▶ Required work
In the records that follow, show each line where the word "buttons" is present.

• • •

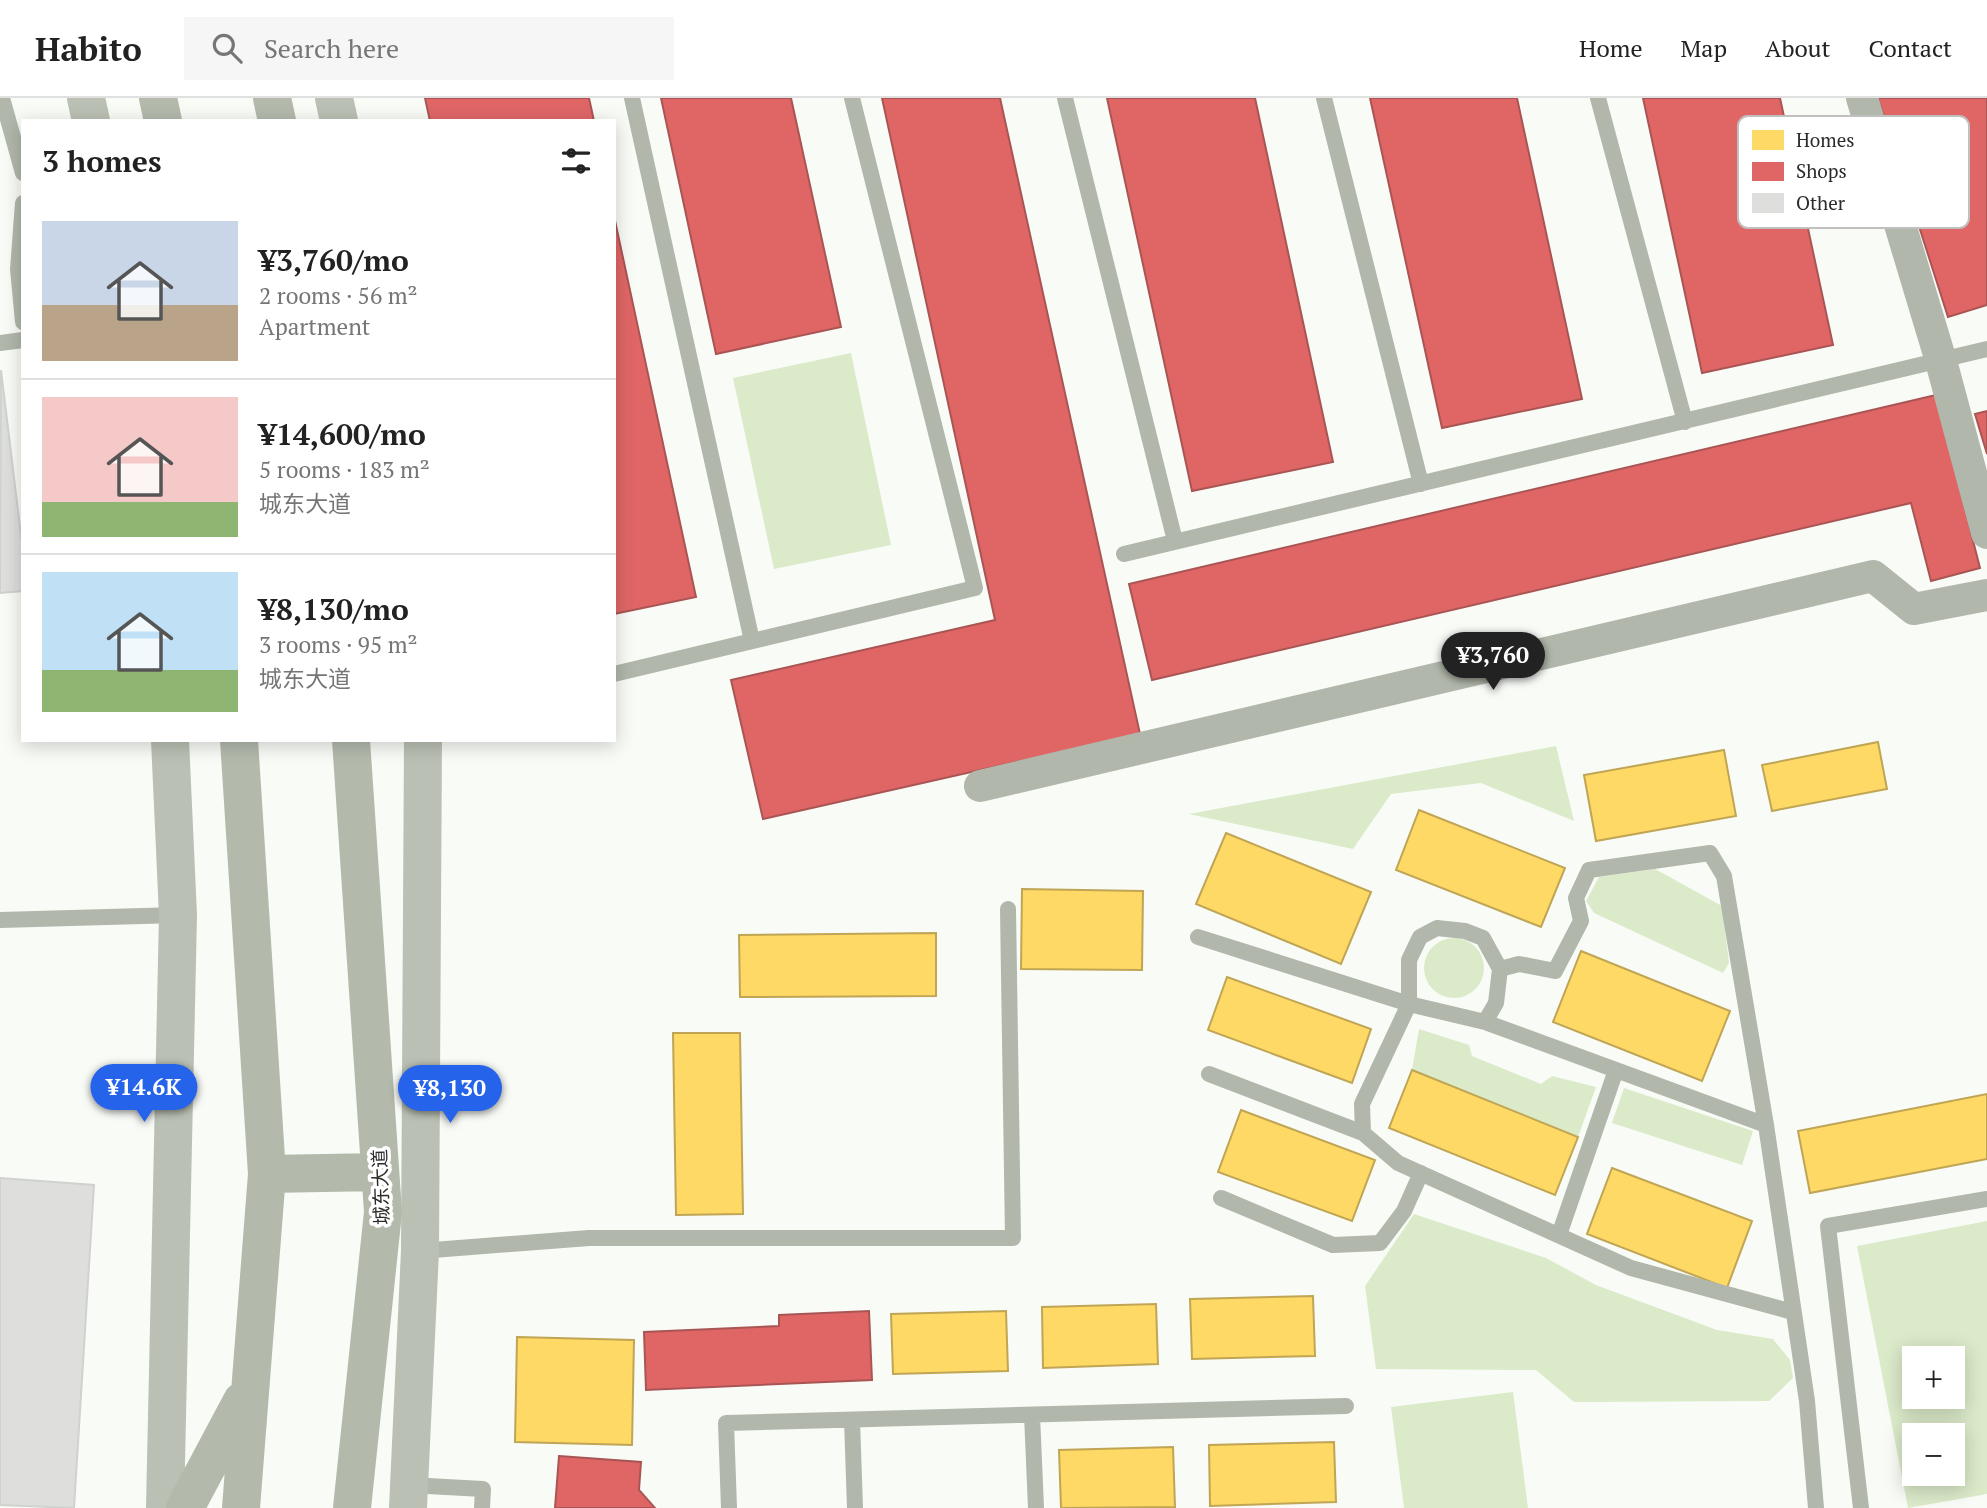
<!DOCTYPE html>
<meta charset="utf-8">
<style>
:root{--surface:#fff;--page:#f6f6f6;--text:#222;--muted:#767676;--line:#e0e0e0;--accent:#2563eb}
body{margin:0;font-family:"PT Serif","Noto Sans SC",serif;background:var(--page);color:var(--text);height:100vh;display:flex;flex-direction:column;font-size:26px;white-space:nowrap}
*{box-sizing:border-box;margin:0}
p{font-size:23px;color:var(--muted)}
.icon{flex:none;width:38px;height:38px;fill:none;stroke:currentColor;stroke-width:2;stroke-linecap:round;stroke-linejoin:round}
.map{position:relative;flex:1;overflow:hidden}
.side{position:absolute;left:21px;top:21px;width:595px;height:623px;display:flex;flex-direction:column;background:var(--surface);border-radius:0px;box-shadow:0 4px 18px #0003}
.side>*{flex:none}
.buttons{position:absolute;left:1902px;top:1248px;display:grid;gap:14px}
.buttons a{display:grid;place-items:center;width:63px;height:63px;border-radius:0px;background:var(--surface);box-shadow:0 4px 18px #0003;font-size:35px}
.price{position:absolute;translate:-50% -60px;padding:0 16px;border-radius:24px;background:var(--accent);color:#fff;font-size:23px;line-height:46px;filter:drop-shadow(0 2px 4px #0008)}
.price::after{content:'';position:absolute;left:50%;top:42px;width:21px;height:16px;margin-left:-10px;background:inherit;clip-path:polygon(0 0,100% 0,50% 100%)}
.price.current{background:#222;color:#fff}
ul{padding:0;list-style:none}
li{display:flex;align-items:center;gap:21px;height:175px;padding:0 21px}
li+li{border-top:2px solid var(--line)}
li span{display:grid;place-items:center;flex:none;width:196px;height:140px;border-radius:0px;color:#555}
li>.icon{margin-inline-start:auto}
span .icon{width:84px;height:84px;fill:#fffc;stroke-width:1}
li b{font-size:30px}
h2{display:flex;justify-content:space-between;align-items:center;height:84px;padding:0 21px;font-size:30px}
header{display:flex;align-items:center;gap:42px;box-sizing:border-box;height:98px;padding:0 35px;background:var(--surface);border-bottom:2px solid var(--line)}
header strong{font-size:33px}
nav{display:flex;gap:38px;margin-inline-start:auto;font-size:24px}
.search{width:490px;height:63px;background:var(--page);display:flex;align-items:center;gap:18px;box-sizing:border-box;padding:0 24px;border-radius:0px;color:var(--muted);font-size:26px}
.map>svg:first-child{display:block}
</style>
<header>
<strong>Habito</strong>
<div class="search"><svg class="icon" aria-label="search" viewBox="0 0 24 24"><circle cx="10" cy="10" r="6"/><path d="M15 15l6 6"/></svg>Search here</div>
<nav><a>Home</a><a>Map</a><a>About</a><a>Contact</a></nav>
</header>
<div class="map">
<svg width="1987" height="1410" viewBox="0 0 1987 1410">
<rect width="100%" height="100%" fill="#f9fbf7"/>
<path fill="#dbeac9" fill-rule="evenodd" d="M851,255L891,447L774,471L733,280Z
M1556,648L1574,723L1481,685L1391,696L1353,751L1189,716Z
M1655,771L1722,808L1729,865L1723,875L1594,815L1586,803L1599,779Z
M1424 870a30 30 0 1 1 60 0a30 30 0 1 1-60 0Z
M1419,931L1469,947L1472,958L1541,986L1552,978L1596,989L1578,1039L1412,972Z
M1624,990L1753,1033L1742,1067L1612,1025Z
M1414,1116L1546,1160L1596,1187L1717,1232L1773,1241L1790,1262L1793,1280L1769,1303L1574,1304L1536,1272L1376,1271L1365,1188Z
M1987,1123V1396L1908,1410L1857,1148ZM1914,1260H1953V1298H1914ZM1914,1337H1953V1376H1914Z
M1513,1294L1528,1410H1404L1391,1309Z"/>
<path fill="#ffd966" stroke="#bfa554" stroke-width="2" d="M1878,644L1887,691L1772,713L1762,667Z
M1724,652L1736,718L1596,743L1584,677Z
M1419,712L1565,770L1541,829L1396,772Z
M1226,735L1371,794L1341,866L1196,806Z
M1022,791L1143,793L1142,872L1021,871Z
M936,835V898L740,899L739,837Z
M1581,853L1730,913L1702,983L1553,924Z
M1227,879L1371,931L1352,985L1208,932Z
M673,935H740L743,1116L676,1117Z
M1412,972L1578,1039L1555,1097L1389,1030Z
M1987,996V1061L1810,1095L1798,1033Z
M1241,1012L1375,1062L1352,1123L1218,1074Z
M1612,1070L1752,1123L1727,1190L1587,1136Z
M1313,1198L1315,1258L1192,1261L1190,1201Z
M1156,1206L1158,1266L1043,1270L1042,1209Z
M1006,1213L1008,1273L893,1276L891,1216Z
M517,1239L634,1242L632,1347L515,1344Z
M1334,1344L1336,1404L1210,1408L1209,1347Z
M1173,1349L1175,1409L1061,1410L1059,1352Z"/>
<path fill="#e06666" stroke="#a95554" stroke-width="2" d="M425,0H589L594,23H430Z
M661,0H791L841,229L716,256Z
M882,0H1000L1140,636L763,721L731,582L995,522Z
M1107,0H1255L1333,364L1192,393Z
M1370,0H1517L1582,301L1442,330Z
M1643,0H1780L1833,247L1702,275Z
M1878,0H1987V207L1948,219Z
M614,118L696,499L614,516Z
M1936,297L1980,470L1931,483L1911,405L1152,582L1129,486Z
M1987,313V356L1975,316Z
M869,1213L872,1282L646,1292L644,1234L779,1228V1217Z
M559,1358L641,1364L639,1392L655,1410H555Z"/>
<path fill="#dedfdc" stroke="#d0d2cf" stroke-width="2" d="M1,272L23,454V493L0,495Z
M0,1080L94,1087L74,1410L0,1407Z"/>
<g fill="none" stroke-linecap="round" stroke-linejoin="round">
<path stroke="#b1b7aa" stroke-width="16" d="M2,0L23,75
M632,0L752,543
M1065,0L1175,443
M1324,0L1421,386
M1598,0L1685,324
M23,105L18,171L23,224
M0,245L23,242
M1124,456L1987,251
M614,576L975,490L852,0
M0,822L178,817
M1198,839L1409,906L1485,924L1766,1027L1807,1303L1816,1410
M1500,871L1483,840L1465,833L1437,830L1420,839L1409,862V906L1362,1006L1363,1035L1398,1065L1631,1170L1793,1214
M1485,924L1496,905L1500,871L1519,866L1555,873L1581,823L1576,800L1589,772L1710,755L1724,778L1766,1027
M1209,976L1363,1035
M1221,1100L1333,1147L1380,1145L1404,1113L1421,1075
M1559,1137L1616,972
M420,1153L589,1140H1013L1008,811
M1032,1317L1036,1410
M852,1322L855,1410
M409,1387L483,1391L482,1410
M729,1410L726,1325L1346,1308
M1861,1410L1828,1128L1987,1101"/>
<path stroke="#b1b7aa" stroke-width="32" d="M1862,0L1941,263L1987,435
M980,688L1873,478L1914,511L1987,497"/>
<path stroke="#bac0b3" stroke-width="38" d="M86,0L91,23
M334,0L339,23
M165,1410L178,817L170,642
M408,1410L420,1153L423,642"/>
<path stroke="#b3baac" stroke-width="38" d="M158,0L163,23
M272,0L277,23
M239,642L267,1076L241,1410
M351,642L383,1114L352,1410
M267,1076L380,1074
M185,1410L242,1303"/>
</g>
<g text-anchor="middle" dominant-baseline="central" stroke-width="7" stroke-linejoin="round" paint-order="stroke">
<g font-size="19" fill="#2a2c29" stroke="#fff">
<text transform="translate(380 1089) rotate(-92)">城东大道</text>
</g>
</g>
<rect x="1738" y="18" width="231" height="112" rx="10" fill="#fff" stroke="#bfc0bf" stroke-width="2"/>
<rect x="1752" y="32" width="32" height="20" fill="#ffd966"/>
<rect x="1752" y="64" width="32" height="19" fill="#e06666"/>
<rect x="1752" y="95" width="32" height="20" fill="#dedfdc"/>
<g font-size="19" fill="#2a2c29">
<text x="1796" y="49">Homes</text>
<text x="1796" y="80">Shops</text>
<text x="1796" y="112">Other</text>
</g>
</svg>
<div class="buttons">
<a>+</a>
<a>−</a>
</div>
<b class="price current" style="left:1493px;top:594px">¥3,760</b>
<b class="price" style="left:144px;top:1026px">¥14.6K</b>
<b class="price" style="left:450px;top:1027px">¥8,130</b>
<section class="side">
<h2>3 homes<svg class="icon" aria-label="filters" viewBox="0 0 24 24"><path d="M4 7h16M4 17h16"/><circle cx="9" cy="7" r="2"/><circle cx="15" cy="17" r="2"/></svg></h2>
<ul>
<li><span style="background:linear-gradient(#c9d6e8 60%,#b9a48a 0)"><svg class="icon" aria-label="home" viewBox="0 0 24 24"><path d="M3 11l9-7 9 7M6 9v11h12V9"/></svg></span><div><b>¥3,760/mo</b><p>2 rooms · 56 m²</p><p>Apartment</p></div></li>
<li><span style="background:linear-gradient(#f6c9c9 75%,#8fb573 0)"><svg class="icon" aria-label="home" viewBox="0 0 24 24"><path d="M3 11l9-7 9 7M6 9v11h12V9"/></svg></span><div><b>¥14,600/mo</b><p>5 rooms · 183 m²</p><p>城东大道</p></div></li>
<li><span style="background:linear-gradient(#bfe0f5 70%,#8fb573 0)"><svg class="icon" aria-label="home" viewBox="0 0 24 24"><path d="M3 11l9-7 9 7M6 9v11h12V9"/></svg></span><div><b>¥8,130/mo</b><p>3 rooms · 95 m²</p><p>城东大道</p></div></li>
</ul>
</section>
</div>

• • •

▶ Response area
.buttons{position:absolute;left:1902px;top:1248px;display:grid;gap:14px}
.buttons a{display:grid;place-items:center;width:63px;height:63px;border-radius:0px;background:var(--surface);box-shadow:0 4px 18px #0003;font-size:35px}
<div class="buttons">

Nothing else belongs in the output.